Assignment —
All that should appear is the run of lines from the one containing "Please mark all" through the end of the records, each repeated exactly.

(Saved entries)
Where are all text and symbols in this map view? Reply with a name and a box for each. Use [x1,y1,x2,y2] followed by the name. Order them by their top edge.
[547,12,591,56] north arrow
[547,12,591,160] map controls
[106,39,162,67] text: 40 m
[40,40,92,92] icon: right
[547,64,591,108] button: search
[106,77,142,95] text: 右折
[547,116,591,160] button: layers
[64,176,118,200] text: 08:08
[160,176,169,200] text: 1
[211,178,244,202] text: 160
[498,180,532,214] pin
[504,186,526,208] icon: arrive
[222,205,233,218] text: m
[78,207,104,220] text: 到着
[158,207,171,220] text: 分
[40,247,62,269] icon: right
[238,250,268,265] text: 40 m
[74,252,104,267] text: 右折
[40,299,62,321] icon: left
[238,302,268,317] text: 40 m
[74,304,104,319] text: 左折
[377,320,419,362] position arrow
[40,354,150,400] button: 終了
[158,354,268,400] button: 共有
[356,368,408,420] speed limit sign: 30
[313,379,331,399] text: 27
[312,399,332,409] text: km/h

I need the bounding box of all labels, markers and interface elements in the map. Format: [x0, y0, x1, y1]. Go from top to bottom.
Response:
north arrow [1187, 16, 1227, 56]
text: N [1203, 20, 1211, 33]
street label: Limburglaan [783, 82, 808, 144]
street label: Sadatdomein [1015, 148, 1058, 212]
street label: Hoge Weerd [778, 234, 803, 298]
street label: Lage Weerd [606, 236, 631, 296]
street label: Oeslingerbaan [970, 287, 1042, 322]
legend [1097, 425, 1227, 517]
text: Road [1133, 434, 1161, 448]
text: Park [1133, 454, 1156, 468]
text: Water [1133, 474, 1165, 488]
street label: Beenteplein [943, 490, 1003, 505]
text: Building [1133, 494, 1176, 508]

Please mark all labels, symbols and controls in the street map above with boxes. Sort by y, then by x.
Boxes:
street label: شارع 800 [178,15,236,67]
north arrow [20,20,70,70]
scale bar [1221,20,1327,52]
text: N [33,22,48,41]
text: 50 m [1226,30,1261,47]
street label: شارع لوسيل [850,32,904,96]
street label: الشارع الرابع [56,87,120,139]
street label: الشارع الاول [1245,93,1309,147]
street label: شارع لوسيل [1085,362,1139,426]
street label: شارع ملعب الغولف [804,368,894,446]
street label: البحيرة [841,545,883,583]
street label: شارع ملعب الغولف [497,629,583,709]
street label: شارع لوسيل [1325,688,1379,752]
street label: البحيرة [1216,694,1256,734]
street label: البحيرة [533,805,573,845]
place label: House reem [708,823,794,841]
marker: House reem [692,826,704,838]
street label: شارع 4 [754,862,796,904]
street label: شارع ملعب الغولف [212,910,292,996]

Response area —
Please mark all labels, symbols and controls in the street map above with boxes. Sort by y, then by x.
Boxes:
street label: شارع 800 [178,15,236,67]
north arrow [20,20,70,70]
scale bar [1221,20,1327,52]
text: N [33,22,48,41]
text: 50 m [1226,30,1261,47]
street label: شارع لوسيل [850,32,904,96]
street label: الشارع الرابع [56,87,120,139]
street label: الشارع الاول [1245,93,1309,147]
street label: شارع لوسيل [1085,362,1139,426]
street label: شارع ملعب الغولف [804,368,894,446]
street label: البحيرة [841,545,883,583]
street label: شارع ملعب الغولف [497,629,583,709]
street label: شارع لوسيل [1325,688,1379,752]
street label: البحيرة [1216,694,1256,734]
street label: البحيرة [533,805,573,845]
place label: House reem [708,823,794,841]
marker: House reem [692,826,704,838]
street label: شارع 4 [754,862,796,904]
street label: شارع ملعب الغولف [212,910,292,996]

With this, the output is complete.